Fälschung? Aber dann muss der 17-jährige Bauer Emil Fraden, der kaum eine ländliche Schule abgeschlossen hatte, als Genie anerkannt werden, als Erfinder eines neuen Schriftsystems, als Experte für phönizische, keltische und alte iberische Texte … Die Geschichte wurde immer mysteriöser.

Es wurde bekannt, dass der Leiter des Expertendienstes, Beyle, erklärte, er sei ein Doktor der Wissenschaften ohne Diplom. Er verwechselte einmal Blutuntersuchungen mit Stuhluntersuchungen bei einer großen forensischen Untersuchung in Belgien, was dazu führte, dass die Verteidigung, die ihn zu dem Prozess einlud, vor Gericht fehlschlug. Einige Monate später wurde Bayle von einem Mann getötet, der weit von der Archäologie entfernt war.

Am 4. Juni 1929 wurde der Bauer Emil Fraden jedoch aufgrund des Bayle-Berichts des Betrugs beschuldigt. Er legte Berufung ein, der Prozess dauerte mehrere Jahre, aber Emil gewann ihn trotzdem. Später beschrieb er diesen Prozess in seinem Buch und verglich ihn mit den Gerichten der Inquisition bei einer Hexenjagd. Dann gewann der ungebrochene Fraden 1932 einen Verleumdungsfall gegen den Kurator des Louvre, der ihn als Betrug bezeichnete.

Späteres Geständnis

1936 beschloss der Archäologe Morlaix, die Ausgrabung zu unterbrechen und viele Geheimnisse von Glosel für zukünftige Entdeckergenerationen intakt zu lassen.
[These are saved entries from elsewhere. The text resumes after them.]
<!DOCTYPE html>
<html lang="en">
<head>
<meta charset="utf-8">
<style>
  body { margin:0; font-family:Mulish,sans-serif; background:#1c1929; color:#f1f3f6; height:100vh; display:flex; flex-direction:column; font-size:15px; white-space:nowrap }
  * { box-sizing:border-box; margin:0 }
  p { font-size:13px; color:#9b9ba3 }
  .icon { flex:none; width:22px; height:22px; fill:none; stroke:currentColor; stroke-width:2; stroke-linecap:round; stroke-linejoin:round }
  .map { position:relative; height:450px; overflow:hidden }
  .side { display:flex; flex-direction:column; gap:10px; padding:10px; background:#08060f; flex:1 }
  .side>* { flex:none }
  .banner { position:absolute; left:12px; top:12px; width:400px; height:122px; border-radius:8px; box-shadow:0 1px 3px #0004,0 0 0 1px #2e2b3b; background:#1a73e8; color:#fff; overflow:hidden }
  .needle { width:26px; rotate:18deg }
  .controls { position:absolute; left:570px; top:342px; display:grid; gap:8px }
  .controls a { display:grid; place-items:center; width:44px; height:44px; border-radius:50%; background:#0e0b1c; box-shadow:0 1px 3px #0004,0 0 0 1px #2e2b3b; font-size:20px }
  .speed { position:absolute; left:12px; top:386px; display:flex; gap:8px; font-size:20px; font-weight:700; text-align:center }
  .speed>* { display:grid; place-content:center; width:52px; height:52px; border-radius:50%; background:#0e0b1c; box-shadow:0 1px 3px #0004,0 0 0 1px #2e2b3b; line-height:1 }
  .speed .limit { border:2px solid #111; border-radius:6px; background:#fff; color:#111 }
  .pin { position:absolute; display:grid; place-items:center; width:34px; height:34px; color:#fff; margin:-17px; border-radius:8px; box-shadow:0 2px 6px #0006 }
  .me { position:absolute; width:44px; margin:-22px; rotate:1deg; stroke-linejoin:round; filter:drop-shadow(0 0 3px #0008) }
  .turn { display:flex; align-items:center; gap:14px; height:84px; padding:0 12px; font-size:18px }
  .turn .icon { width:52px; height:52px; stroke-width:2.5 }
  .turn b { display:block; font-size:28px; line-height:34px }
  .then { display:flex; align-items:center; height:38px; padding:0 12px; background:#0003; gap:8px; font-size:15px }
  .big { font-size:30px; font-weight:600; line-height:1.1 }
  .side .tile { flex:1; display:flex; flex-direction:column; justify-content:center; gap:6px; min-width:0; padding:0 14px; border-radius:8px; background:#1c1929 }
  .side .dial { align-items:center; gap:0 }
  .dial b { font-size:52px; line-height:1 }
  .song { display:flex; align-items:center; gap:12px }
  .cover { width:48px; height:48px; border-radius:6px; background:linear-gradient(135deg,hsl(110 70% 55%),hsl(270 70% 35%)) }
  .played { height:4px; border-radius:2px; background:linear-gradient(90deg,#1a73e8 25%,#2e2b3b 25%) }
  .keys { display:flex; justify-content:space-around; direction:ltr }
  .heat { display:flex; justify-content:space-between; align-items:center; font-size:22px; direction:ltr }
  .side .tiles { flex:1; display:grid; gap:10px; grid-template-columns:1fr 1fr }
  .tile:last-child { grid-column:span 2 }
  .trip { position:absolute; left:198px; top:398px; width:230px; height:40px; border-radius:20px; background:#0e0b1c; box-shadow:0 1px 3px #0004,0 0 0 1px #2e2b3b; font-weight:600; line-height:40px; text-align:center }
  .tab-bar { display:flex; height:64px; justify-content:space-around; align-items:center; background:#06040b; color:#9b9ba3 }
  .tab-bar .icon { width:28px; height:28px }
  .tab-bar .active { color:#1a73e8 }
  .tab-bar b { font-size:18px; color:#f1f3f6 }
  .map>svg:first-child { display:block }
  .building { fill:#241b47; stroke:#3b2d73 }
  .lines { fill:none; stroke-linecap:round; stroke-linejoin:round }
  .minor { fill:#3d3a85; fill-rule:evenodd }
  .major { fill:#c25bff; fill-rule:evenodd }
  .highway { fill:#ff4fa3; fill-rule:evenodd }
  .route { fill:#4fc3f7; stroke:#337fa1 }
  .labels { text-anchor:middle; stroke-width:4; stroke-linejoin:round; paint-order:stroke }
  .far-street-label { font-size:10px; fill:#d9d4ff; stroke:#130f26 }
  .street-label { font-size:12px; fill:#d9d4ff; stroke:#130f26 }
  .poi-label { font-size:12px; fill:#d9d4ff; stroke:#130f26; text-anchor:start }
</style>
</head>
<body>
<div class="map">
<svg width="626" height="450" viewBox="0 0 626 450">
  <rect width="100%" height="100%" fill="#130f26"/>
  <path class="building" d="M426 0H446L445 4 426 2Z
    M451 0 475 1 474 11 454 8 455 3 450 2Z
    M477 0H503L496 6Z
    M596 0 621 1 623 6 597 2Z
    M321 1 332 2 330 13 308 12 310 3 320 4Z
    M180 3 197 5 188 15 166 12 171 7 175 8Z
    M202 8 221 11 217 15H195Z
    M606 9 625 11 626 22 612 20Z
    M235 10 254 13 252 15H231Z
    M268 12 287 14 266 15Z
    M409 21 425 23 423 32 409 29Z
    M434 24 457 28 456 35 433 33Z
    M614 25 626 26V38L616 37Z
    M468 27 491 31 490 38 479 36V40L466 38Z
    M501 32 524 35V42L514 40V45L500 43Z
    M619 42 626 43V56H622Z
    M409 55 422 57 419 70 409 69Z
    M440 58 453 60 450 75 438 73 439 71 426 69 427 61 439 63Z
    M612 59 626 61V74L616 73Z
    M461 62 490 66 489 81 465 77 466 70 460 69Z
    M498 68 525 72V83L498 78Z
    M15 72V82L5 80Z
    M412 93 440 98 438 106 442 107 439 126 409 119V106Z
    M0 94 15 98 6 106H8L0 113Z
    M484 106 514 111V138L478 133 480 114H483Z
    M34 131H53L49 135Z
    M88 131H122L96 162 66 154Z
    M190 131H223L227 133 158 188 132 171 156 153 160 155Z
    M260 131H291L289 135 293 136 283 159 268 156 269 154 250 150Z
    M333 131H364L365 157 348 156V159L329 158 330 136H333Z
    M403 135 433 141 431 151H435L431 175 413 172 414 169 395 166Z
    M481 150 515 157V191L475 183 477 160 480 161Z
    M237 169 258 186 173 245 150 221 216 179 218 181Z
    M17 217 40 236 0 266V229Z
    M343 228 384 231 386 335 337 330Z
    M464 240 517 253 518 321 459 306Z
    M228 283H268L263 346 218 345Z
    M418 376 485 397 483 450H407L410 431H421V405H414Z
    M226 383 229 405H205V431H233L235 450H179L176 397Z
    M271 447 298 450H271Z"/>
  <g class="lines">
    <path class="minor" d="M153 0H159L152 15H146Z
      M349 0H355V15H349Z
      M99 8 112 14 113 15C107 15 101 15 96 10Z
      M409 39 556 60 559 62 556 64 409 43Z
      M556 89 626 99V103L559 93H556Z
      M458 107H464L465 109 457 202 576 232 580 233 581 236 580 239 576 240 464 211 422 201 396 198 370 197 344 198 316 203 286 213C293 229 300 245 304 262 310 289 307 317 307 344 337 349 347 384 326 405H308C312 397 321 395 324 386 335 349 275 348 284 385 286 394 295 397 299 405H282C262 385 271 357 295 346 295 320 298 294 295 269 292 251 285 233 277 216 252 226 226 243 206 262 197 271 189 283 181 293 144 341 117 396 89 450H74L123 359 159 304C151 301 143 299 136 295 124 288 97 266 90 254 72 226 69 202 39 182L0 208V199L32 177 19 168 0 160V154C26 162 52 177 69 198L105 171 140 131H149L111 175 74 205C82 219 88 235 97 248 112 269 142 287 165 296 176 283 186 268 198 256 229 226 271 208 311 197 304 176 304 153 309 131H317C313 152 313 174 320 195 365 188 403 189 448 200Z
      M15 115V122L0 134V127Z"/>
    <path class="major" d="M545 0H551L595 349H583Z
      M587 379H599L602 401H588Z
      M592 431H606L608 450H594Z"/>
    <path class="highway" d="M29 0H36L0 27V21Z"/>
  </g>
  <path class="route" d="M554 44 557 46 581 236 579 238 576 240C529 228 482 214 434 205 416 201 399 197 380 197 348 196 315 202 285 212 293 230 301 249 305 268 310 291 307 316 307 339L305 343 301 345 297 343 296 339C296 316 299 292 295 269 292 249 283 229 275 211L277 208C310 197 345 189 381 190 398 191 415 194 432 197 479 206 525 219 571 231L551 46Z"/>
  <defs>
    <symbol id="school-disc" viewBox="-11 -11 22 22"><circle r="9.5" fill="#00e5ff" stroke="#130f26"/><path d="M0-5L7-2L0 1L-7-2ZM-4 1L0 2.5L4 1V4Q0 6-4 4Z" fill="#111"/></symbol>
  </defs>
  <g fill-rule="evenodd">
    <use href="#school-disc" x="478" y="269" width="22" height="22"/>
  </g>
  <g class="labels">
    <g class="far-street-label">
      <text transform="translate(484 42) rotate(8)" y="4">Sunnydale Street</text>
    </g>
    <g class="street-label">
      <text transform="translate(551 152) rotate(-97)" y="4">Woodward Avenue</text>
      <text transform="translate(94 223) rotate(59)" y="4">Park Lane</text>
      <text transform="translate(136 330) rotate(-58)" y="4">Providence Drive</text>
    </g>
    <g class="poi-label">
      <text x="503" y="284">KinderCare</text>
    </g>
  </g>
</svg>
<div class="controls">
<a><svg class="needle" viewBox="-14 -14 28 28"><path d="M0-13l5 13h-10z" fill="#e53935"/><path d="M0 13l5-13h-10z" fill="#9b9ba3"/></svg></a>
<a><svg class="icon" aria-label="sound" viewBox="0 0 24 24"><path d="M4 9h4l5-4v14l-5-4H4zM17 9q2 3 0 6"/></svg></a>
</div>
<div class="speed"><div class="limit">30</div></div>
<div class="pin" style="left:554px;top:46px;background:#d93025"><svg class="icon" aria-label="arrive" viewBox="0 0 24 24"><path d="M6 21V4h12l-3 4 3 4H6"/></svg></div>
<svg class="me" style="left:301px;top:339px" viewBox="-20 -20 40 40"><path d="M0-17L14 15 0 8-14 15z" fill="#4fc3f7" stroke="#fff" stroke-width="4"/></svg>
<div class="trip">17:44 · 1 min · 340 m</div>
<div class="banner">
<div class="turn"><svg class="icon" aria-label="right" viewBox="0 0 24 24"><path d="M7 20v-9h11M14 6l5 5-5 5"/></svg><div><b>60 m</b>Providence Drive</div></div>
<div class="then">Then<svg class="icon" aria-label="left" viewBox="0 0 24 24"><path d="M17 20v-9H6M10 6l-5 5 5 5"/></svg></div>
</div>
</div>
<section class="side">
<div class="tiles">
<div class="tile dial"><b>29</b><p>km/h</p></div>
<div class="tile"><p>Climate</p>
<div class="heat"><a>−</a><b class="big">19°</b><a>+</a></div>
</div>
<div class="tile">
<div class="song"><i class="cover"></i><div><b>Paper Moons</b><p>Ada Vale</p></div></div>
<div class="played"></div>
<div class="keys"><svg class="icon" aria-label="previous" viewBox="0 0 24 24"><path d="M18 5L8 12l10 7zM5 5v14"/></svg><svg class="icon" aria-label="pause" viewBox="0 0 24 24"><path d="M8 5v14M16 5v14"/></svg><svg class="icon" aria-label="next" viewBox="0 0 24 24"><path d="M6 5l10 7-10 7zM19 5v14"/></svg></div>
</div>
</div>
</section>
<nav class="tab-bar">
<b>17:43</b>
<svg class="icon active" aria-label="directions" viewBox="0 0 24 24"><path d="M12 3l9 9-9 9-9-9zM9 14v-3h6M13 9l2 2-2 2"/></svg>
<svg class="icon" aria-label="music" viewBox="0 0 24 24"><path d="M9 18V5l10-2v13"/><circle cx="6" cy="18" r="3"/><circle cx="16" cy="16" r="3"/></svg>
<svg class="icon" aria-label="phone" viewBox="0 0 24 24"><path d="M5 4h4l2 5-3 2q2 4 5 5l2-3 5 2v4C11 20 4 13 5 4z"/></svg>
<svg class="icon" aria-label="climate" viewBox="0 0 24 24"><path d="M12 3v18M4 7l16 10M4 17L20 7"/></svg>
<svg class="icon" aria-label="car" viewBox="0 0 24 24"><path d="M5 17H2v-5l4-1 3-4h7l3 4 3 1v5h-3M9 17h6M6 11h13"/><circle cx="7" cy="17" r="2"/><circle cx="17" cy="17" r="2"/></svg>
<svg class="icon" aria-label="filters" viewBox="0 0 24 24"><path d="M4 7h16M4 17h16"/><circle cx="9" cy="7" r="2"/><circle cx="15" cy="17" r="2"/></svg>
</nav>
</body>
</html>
Und Emil Fraden, der sein ganzes Leben einem einzigartigen archäologischen Denkmal widmete und dessen Authentizität verteidigte, erhielt dennoch Anerkennung, wenn auch im extremen Alter.

Am 16. Juni 1990 wurde Emile Fraden auf Vorschlag von Jacques Thierry, Präsident des Internationalen Zentrums für das Studium und die Erforschung von Glozel-Funden, der Orden der Akademischen Palmen verliehen.

Emile Fraden starb im Februar 2010 im Alter von 103 Jahren und wurde in seinem Heimatdorf Ferrier-sur-Sichon beigesetzt. Der Sous-Präfekt der Stadt Vichy, Jean-Pierre Maurice, kam zu seiner Beerdigung, um Emile seine letzten Ehren zu erweisen.

Der 90-jährige Streit zwischen den Glozeliten und den Anti-Glozeliten ist nicht beendet. Ein kleines privates Museum auf Emil Fradens Hof ist noch in Betrieb, und Touristen können vorbeischauen und die Antiquitäten eines Bauernjungen besichtigen.

Image
Image

Eine Gruppe von Enthusiasten hat auf der Ausgrabungsstätte ein internationales Forschungszentrum eingerichtet, das sich aus französischen und ausländischen Wissenschaftlern zusammensetzt. Seit 1999 versammeln sie sich jedes Jahr in der Stadt Vichy zu regelmäßigen Seminaren über die Erforschung von Funden.

Die ambivalente Haltung des Staates gegenüber Glosel spiegelt sich auf einer Werbetafel in der Nähe der Straße wider - auf solchen Informationsplakaten in Frankreich sind die wichtigsten lokalen Sehenswürdigkeiten vermerkt. Und dieser Schild zeigt deutlich die Glozel-Tafeln mit ihrer mysteriösen Schrift. Der Name Glosel selbst steht jedoch nicht auf dem Panel - sein Rätsel ist noch nicht endgültig gelöst.